Set up your provider before launching DBOS: DBOS emits spans onto whichever global provider exists.
If you enable OTLP without registering a provider for a signal (traces or logs), DBOS logs a one-time warning such as OTLP is enabled but logger provider not set, skipping log exporter setup and does nothing for that signal. This is harmless; set a global LoggerProvider too if you also want to export logs.
Adding custom attributes and events
Within a workflow or step, you can access the current span and enrich it.
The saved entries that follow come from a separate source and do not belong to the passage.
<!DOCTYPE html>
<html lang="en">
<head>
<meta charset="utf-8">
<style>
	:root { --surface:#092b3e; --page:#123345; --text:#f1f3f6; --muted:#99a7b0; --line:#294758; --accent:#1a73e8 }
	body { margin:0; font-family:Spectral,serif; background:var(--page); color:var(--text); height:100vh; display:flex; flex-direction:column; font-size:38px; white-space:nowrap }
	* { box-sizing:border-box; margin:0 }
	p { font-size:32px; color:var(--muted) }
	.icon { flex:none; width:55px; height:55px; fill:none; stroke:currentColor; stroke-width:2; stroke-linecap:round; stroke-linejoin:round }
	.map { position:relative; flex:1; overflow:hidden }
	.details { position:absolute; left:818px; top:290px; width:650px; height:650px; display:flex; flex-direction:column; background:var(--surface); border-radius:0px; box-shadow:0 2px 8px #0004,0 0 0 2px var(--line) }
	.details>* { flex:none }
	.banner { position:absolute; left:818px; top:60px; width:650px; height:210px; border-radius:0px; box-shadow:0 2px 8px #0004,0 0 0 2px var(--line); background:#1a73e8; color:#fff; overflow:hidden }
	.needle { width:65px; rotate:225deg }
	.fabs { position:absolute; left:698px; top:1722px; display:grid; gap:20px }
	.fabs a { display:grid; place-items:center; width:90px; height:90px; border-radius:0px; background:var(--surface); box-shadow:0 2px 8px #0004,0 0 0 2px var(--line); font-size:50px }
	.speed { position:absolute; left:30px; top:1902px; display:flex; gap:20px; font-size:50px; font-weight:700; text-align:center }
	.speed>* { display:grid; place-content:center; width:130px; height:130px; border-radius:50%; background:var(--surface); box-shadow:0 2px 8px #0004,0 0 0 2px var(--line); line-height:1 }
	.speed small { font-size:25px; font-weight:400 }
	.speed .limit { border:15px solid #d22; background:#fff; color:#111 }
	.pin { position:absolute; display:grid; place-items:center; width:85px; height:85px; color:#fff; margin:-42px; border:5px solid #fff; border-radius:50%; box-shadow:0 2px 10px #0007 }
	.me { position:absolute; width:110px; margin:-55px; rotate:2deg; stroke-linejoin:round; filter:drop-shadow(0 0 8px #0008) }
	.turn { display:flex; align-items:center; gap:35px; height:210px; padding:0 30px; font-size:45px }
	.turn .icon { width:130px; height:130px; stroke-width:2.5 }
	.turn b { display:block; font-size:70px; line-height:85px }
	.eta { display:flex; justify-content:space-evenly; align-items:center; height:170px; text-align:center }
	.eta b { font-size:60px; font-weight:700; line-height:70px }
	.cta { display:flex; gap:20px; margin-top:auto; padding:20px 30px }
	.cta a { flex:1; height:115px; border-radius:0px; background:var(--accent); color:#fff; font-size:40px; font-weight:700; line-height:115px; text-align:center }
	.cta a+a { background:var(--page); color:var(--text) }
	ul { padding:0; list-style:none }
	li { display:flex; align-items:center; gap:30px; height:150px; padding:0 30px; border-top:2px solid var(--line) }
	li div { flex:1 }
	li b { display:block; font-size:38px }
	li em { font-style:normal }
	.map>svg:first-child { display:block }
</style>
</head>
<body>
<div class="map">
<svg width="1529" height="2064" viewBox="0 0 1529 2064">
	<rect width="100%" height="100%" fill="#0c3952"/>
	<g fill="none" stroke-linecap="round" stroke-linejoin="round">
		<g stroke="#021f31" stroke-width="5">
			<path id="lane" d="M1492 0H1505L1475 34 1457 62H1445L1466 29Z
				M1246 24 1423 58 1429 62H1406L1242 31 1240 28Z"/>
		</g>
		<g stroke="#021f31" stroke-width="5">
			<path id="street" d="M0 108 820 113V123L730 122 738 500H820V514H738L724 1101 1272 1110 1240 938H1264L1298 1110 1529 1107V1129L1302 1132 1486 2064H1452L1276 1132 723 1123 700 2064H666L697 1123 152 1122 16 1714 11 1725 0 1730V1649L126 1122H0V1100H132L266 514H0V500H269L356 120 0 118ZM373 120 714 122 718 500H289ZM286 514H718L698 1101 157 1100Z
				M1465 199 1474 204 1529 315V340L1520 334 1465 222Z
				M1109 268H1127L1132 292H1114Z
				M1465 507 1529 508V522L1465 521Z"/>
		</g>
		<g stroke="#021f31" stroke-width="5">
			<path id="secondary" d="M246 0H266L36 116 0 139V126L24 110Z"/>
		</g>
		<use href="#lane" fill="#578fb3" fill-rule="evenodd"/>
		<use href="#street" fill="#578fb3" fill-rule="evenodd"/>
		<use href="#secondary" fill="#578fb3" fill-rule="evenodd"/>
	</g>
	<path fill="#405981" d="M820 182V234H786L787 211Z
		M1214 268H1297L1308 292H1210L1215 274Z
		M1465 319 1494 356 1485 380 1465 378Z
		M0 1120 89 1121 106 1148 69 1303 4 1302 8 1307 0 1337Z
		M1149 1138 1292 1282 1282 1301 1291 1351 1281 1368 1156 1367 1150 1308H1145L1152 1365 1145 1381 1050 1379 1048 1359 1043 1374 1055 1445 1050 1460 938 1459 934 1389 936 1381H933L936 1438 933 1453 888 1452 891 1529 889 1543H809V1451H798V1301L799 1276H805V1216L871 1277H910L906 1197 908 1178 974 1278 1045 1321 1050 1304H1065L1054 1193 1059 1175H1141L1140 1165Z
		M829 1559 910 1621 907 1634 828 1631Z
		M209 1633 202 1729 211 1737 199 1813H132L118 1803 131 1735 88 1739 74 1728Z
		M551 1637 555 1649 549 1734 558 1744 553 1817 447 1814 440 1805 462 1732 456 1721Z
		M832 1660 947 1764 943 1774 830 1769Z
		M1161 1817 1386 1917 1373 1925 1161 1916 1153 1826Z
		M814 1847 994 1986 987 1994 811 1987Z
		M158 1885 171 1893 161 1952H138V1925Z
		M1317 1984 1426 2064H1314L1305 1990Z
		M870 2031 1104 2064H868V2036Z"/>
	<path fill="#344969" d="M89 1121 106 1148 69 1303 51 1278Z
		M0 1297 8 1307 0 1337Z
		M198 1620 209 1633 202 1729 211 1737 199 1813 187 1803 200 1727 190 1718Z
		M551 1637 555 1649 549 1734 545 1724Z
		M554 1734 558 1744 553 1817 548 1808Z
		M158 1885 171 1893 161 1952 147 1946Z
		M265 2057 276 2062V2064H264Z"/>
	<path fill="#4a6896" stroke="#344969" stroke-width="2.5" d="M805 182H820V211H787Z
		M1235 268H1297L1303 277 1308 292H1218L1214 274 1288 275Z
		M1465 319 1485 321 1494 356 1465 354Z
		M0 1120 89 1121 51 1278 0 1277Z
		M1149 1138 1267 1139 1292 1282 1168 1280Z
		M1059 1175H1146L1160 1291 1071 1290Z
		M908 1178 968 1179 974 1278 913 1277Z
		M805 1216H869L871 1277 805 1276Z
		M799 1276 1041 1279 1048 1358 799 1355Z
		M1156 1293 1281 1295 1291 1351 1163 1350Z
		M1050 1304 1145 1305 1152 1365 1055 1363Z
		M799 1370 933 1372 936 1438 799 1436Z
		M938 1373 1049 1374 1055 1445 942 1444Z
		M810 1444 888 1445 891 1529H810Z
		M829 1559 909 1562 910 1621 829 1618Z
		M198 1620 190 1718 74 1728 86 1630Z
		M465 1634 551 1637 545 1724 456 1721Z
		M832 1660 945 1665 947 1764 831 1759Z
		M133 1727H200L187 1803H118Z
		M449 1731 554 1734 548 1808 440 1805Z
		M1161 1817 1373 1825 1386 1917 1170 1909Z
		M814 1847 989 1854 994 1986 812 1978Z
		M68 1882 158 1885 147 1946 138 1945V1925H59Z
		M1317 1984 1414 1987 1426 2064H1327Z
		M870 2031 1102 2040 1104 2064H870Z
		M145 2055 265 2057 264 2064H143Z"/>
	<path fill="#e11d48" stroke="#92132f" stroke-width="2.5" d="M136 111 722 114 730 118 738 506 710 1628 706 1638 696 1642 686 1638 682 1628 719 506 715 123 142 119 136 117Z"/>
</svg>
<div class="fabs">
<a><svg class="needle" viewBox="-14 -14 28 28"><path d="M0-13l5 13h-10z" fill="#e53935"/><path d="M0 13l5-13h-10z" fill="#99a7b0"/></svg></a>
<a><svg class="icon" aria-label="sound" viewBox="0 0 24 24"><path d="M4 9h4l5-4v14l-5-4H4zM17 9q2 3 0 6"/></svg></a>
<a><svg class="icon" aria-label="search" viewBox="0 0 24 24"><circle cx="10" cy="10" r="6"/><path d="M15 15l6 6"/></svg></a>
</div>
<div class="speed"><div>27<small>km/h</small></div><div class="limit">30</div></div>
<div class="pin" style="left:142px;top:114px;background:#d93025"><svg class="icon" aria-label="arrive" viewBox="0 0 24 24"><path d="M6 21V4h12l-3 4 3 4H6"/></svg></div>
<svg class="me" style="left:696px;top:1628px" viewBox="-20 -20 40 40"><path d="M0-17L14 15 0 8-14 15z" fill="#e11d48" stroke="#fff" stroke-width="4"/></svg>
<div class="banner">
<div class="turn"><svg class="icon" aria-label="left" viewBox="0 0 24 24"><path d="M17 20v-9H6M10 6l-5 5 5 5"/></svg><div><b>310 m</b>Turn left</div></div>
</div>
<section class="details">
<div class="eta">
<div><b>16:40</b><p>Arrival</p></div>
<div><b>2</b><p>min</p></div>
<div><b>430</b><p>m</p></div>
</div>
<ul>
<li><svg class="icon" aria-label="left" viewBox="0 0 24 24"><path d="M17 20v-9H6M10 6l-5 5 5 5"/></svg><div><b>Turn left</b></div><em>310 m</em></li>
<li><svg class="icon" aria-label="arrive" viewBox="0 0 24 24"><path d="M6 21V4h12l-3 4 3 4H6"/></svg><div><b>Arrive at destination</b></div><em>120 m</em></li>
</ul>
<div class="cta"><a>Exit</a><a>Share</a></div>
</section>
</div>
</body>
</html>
This is useful for attaching domain data such as a user ID, a request size, or LLM token usage.
Access it via DBOS.span:
@DBOS.step()
def call_model(prompt: str) -> str:
span = DBOS.span # the current OpenTelemetry span
if span is not None:
span.set_attribute("gen_ai.request.model", "claude-opus-4-8")
response = invoke_model(prompt)
if span is not None:
span.set_attribute("gen_ai.usage.input_tokens", response.usage.input_tokens)
span.set_attribute("gen_ai.usage.output_tokens", response.usage.output_tokens)
span.add_event("model call complete")
return response.text
@DBOS.workflow()
def llm_workflow(prompt: str) -> str:
return call_model(prompt)
Your provider exports these attributes on the span alongside DBOS's own, so they appear together in your dashboards.
Letting DBOS export traces directly
If you don't already run an observability provider, DBOS can export traces and logs itself to any OpenTelemetry Protocol (OTLP)-compliant receiver.
Set enable_otlp: True and configure your export endpoints:
config: DBOSConfig = {
"name": "my-app",
"enable_otlp": True,
"otlp_traces_endpoints": ["http://localhost:4318/v1/traces"],
"otlp_logs_endpoints": ["http://localhost:4318/v1/logs"],
}
DBOS(config=config)
If otlp_logs_endpoints is configured, DBOS also exports your DBOS.logger logs over OTLP.
For example, try using Jaeger to visualize the traces of your local application, or export your logs and traces to Logfire.
Metrics
Using Conductor, you can also scrape metrics about your applications' workflows, steps, and executors from a Prometheus-compatible endpoint. See Metrics for details.